Thanks for replies. They are not all that time-consuming, I have very little patience & like to see the job up & running within an hour of starting building one. So far, I have worked 21 hours on the SVAERDSTAD (Timed on a stopwatch) spread over 13 days. Have not done a thing at it since last Wednesday - just got back from London. Will probably start again this afternoon.
Bob


----------



## Shipbuilder (Jun 30, 2005)

A lot more progress has now been made & the hull is now complete apart from the four boats & the lifeboat davits. Tomorrow, I will make & paint the three masts & whilst they are drying, will complete the four boats, fit them & rig the davits ready to commence the rigging on Wednesday. I have discontinued posting progress photographs because there has only been a minimal viewing of them, but will post the pictures of the completed model. Hope to have it all done within 10 days or so.
Bob


----------



## Shipbuilder (Jun 30, 2005)

I have now completed the hull. The masts, bowsprit/jibboom are also complete & in position. I usually feel a bit daunted when I look at the bare masts, but it doesn't take long to get things looking shipshape. The first sequence of rigging are the jibs, staysails, spanker & gaff topsail.
Bob


----------



## Shipbuilder (Jun 30, 2005)

The shrouds & ratlines have all been rigged on the three lower masts & three staysail have been set & rigged between main & mizzen. The next task is to complete the mizzen mast with spanker & gaff topsail. The shrouds were made from tinned copper wire and the ratlines are even thinner tinned copper wire soldered on.
Here is the latest photograph taken on the afternoon of 25th September, 2008.
Bob


----------



## stein (Nov 4, 2006)

Looks good. How you can solder ratlines on in that scale is beyond me. Regards, Stein.


----------



## Shipbuilder (Jun 30, 2005)

Thanks for comments,
I wind the ratlines onto a frame using threaded rods glued along the sides to get the correct spacing. The shrouds are then soldered across them. Actually, it doesn’t take very long & a number of people that I have showed the technique have had no difficulty. I then spray paint them before fitting to the model.

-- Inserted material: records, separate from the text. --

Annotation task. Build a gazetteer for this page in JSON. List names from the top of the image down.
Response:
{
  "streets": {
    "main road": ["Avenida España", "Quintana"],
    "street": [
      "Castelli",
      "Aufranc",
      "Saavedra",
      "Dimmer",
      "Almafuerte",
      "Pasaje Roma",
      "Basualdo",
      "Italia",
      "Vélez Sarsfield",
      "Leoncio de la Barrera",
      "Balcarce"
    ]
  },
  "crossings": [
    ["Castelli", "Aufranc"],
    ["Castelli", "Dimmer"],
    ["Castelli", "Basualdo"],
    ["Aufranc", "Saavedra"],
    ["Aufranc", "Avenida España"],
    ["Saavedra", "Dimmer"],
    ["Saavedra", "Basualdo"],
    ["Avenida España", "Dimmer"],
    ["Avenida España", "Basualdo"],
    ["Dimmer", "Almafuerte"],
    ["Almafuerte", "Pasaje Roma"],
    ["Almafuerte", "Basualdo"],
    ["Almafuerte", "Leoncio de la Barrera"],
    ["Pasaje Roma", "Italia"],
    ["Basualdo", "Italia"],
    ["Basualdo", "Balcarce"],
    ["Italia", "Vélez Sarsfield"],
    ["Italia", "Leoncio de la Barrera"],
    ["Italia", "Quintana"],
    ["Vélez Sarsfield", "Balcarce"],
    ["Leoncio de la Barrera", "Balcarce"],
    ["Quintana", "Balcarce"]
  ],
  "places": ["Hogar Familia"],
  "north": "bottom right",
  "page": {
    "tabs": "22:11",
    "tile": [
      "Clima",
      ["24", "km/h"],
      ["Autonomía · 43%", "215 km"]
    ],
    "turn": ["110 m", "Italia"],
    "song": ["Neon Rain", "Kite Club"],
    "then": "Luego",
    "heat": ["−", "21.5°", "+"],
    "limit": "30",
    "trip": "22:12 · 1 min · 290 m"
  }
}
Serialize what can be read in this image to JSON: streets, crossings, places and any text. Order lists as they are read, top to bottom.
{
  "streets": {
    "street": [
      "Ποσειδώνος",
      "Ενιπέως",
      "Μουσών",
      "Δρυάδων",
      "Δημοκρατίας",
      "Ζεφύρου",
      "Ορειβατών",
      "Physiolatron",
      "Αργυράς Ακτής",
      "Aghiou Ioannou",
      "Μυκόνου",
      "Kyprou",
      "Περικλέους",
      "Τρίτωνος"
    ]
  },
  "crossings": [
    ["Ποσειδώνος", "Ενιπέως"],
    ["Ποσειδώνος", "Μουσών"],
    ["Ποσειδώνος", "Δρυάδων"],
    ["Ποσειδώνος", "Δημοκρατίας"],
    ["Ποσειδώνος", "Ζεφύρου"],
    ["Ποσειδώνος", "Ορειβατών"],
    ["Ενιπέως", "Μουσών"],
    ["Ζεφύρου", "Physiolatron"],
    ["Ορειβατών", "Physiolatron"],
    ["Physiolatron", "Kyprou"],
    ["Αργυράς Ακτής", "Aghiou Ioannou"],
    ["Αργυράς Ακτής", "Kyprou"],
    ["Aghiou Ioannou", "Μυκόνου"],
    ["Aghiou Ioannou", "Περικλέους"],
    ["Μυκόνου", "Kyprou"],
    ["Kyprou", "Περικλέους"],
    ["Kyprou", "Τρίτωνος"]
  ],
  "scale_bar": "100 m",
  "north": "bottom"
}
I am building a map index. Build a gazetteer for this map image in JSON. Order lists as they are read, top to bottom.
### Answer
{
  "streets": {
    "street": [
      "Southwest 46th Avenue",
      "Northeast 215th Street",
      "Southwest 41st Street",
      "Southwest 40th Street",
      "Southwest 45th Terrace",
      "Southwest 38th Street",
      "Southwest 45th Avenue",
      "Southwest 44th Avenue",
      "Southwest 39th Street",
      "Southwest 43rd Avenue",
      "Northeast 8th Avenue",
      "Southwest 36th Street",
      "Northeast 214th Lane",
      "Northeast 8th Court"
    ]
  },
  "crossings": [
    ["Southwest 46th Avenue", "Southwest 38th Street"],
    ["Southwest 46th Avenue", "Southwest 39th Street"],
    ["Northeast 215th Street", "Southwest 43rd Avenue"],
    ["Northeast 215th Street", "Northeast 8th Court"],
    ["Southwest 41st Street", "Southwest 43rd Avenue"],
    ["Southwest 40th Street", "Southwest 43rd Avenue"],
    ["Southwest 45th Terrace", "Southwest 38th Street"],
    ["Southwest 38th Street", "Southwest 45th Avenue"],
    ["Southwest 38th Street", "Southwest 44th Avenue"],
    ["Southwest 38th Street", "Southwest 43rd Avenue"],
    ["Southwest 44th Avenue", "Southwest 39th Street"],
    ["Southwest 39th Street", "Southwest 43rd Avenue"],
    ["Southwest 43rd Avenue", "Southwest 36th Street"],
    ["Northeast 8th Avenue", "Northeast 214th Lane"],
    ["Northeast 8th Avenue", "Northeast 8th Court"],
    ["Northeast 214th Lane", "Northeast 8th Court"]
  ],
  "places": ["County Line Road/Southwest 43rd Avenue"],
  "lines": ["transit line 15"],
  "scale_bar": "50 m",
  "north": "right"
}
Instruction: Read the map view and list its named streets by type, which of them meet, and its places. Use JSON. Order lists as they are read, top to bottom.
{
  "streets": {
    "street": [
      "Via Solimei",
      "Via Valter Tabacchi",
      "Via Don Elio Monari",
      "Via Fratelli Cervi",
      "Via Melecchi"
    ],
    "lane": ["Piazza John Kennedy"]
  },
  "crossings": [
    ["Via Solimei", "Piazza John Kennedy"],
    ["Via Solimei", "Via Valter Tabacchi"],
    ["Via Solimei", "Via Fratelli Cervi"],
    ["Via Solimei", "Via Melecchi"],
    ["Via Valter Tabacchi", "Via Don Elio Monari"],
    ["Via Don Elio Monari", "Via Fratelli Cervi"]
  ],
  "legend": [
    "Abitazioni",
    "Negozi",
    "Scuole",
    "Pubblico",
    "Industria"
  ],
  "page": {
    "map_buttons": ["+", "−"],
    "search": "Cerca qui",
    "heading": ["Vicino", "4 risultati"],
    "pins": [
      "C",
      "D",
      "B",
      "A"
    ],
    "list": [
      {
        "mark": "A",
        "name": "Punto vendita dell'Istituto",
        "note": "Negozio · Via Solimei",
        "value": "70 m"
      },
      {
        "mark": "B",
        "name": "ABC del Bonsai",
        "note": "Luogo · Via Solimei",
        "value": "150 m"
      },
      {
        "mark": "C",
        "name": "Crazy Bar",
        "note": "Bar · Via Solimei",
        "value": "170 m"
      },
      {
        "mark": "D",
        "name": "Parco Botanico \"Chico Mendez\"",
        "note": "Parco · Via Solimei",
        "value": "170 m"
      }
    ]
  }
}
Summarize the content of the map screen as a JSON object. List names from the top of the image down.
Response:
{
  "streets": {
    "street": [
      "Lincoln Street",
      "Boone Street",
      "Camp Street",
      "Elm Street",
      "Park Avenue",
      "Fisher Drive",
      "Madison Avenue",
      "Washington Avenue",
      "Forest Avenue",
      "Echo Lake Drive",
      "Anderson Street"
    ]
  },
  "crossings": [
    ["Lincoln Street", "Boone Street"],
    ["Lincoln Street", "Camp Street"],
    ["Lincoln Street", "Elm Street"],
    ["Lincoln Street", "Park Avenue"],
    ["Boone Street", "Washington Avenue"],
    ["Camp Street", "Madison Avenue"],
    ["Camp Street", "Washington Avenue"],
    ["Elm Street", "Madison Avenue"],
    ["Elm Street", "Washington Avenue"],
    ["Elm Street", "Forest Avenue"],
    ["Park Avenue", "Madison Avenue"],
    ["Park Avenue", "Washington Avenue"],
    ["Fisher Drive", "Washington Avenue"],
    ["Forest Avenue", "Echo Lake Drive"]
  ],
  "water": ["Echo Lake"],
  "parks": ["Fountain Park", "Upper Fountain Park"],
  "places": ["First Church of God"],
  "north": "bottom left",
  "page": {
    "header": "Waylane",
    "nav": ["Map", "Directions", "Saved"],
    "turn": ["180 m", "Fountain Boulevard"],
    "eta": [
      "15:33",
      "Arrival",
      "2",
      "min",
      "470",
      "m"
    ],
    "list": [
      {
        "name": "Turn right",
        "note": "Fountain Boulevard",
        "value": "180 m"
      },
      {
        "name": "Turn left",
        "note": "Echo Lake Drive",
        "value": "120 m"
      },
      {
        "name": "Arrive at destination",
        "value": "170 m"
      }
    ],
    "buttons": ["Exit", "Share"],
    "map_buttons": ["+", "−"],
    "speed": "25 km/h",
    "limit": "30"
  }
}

It always surprises me how few people bother to look at the progress pictures here on Nostalgia (That is the reason I cut down on pictures). The above picture, posted yesterday has only been viewed 5 times with 485 views of the thread, as of this moment. I placed the same picture on another website at the same time & it has already been viewed 41 times! It is not as if the models are unpopular, for the past 16 years, I have been sending them to the London maritime auctions twice a year& they have never failed to sell. SVAERDSTAD is number 229 since I started counting in October 1992! I have been trying for years to stimulate interest in scratchbuilding of model ships both sail & steam, but have failed miserably. I am afraid the kit manufacturers have won the day. The bright side is that because so few people build them (world-wide) the demand is insatiable.

I would really like to keep them all, but the house is not big enough. I get great pleasure from buidling them & the hobby more than finances itself,

Bob


----------



## liteflight (Jan 25, 2008)

Bob

Me, I love your pics since they show me your planning as well as the progress and your workmanship.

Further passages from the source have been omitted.